● **Work item**: Using the listing below, please count the lines that contain the string "linecap". Only the number is wanted.

● **Recorded information**:
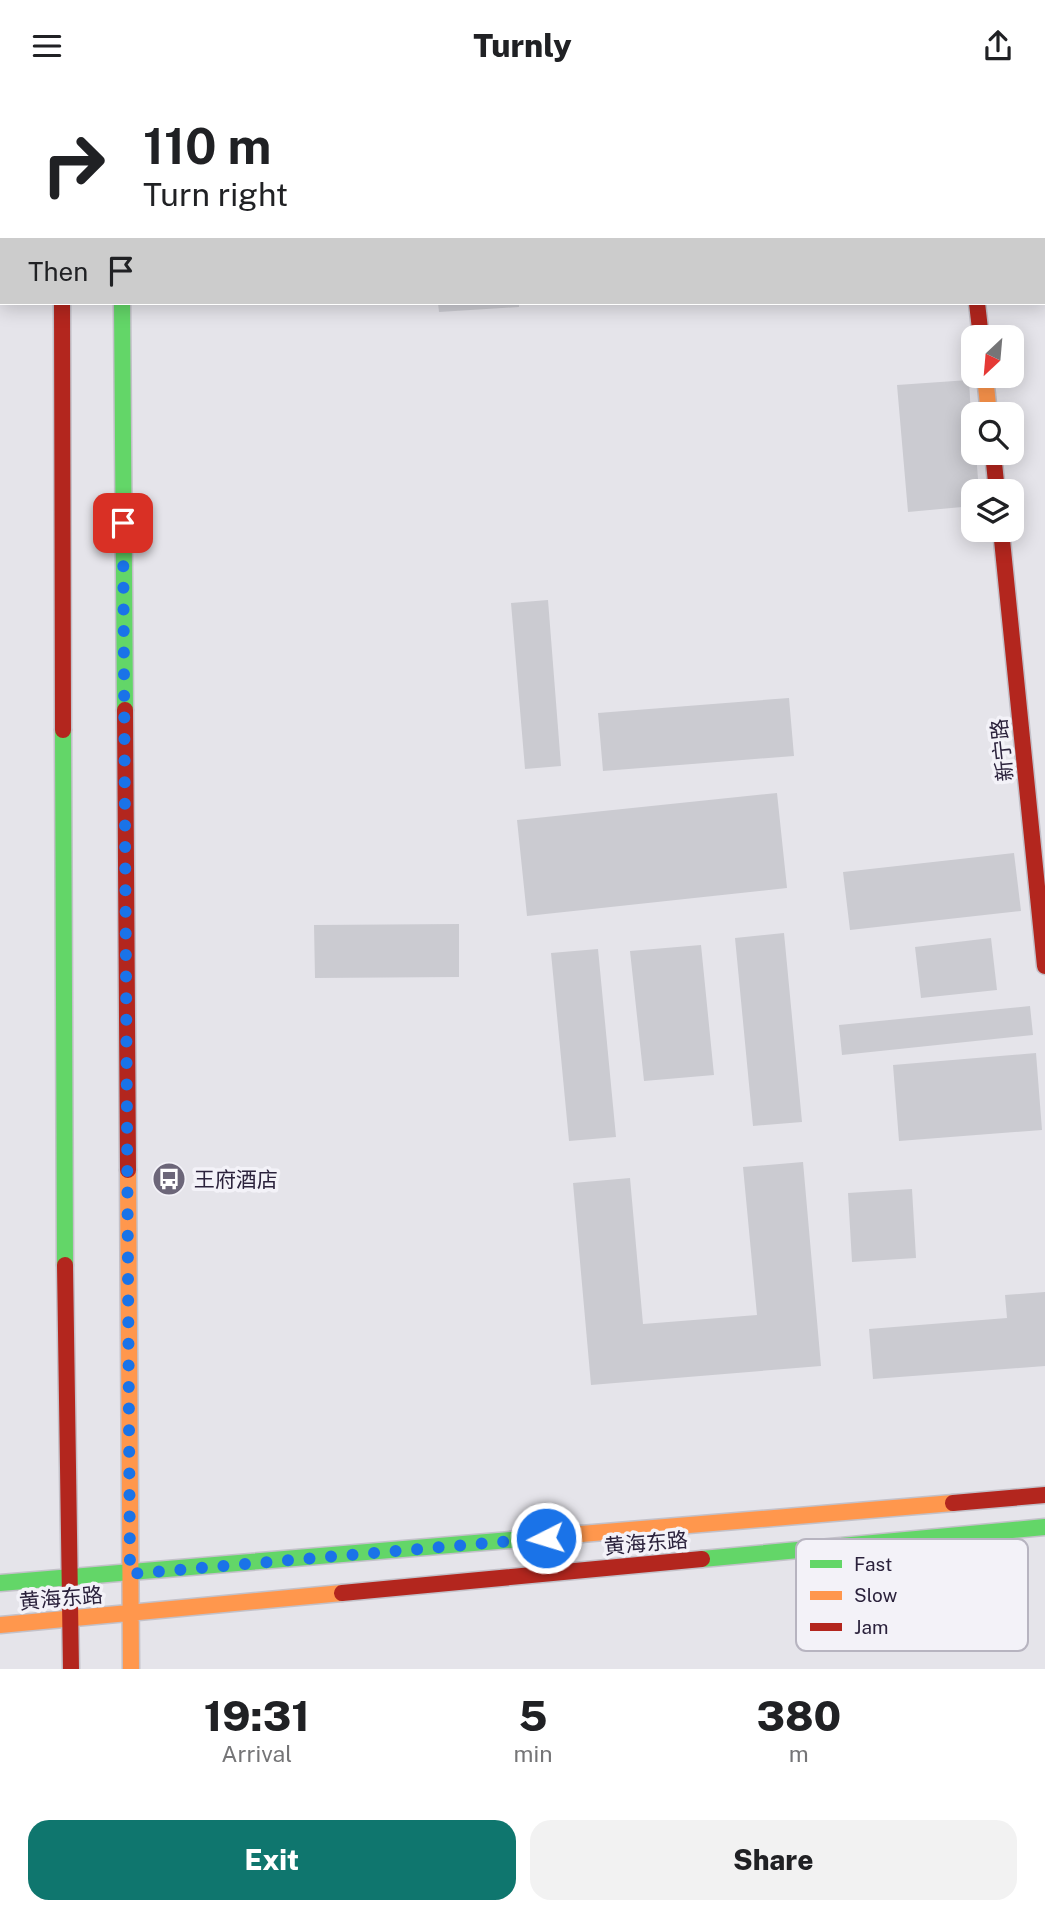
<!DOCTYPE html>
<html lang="en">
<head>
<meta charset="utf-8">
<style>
  :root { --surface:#fff; --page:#f2f2f2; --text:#202124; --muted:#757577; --accent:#0f766e }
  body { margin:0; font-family:"Public Sans","Noto Sans SC",sans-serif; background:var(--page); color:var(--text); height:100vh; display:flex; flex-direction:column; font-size:26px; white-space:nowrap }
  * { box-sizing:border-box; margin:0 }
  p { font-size:23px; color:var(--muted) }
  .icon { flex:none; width:38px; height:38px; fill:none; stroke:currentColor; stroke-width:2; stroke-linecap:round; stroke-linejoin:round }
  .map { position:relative; height:1578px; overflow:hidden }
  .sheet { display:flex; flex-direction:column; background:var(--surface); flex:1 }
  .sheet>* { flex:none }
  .banner { position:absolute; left:0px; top:0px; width:1046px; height:214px; box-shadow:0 4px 18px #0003; background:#fff; color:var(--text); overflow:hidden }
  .needle { width:46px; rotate:206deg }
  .tools { position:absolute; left:961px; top:234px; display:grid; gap:14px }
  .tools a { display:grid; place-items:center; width:63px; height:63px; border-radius:14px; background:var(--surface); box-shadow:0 4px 18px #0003; font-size:35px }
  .pin { position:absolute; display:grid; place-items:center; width:60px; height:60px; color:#fff; margin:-30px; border-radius:14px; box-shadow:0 4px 10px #0006 }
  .me { position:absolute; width:77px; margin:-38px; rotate:265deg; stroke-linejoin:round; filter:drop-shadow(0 0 5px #0008) }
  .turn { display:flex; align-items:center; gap:24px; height:147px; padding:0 28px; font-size:32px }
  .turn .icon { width:91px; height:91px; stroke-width:2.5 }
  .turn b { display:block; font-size:49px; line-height:60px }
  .then { display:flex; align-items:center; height:66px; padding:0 28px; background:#0003; gap:14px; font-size:26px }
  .eta { display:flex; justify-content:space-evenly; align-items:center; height:119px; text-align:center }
  .eta b { font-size:42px; font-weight:800; line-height:49px }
  .primary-button { display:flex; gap:14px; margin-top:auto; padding:14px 28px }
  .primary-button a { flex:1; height:80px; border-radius:21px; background:var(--accent); color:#fff; font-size:28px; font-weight:800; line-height:80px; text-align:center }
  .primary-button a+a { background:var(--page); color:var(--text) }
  header { display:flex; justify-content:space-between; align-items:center; height:91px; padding:0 28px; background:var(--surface); font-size:32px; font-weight:800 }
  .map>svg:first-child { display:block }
  .building { fill:#cbcbd1 }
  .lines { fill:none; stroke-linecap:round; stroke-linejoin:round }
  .fast-casing { stroke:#c3c1c9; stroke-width:19 }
  .slow-casing { stroke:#c3c1c9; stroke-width:19 }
  .jam-casing { stroke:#c3c1c9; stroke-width:19 }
  .fast { stroke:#63d668; stroke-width:16 }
  .slow { stroke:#ff974d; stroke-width:16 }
  .jam { stroke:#b3261e; stroke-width:16 }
  .route { stroke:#1a73e8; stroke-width:12; stroke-dasharray:0 21.6 }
  .labels { text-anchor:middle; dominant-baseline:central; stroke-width:7; stroke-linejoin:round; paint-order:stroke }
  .street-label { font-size:21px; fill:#2b223c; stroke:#f3f2f8 }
  .poi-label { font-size:21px; fill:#2b223c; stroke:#f3f2f8; text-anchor:start }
  .key { fill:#f3f2f8; stroke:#b7b4c0; stroke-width:2 }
  .key-label { font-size:19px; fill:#2b223c }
</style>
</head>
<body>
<header><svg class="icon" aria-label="menu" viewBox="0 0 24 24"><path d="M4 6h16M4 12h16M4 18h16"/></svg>Turnly<svg class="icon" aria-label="share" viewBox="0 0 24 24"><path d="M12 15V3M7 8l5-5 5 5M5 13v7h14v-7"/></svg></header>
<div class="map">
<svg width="1045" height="1578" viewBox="0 0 1045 1578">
  <rect width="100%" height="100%" fill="#e5e4ea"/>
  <!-- building -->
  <path class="building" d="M438 212H519V216L439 221Z
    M969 289 973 362H976L979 401H973V415L908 421 897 294Z
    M548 509 561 675 525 678 511 512Z
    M789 607 794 665 603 680 598 622Z
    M777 702 787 797 527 825 517 729Z
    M1014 762 1021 820 850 839 843 781Z
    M459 833V886L315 887 314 834Z
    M784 842 802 1031 753 1035 735 847Z
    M991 847 997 899 921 907 915 856Z
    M701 854 714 984 644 990 630 860Z
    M598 858 616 1046 569 1050 551 862Z
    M1030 915 1033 944 842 964 839 934Z
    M1036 962 1042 1039 899 1050 893 974Z
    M803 1071 821 1275 591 1294 573 1092 630 1087 643 1233 757 1224 743 1076Z
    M912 1098 916 1167 852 1171 848 1102Z
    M1045 1201V1275L873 1288 869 1238 1007 1227 1005 1204Z"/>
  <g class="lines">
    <defs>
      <path id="fast" d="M120 0V2
        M122 212 125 619
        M63 639 65 1174
        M702 1468 1045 1436
        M0 1492 581 1443"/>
      <path id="slow" d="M985 285 989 324
        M128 1079 131 1578
        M581 1443 953 1412
        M0 1534 342 1502"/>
      <path id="jam" d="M62 0V2
        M955 0V2
        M62 212 63 639
        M977 212 981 247
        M993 362 997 401
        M1001 439 1045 875
        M125 619 128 1079
        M65 1174 71 1578
        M953 1412 1045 1404
        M342 1502 702 1468"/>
    </defs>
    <!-- fast casing -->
    <use href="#fast" class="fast-casing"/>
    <!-- slow casing -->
    <use href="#slow" class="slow-casing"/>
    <!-- jam casing -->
    <use href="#jam" class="jam-casing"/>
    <!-- fast -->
    <use href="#fast" class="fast"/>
    <!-- slow -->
    <use href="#slow" class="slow"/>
    <!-- jam -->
    <use href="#jam" class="jam"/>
  </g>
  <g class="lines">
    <!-- route -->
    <path class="route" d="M123 432 130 1483 546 1447"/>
  </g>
  <!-- icons -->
  <defs>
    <symbol id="bus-disc" viewBox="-11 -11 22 22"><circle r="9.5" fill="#6c6679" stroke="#f3f2f8"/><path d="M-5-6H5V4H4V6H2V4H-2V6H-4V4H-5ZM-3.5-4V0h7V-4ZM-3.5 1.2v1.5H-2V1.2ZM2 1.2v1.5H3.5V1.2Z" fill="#fff"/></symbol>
  </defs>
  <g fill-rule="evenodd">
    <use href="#bus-disc" x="150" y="1069" width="38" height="38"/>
  </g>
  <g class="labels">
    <!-- street labels -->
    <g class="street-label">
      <text transform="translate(1002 659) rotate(-96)">新宁路</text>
      <text transform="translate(646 1452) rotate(-5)">黄海东路</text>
      <text transform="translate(61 1507) rotate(-5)">黄海东路</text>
    </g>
    <!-- poi labels -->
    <g class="poi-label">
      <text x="194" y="1088">王府酒店</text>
    </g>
  </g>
  <!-- legend -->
  <rect x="796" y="1448" width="232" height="112" rx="10" class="key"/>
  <rect x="810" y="1469" width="32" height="8" fill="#63d668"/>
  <rect x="810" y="1500" width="32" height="9" fill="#ff974d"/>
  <rect x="810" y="1532" width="32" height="8" fill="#b3261e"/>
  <g class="key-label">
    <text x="854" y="1480">Fast</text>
    <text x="854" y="1511">Slow</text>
    <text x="854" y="1543">Jam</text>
  </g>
</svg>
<div class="tools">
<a><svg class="needle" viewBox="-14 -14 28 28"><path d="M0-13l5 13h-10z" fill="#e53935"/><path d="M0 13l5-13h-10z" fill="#757577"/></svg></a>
<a><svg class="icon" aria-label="search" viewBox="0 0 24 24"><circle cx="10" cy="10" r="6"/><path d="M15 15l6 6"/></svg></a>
<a><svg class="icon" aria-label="layers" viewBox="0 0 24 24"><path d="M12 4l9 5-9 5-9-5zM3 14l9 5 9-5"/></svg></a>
</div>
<div class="pin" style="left:123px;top:432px;background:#d93025"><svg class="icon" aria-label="arrive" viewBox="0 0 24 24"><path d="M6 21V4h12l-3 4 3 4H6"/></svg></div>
<svg class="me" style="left:546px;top:1447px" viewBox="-20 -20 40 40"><circle r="17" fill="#1a73e8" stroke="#fff" stroke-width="3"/><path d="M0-11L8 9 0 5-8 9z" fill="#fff"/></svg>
<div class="banner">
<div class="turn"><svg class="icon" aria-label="right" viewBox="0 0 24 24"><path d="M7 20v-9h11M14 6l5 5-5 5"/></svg><div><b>110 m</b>Turn right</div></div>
<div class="then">Then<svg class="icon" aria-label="arrive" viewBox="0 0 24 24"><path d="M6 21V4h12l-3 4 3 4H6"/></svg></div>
</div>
</div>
<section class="sheet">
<div class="eta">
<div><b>19:31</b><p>Arrival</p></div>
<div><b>5</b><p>min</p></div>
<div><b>380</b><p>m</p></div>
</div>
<div class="primary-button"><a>Exit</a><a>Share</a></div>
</section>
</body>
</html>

● **Finished exercise**: 2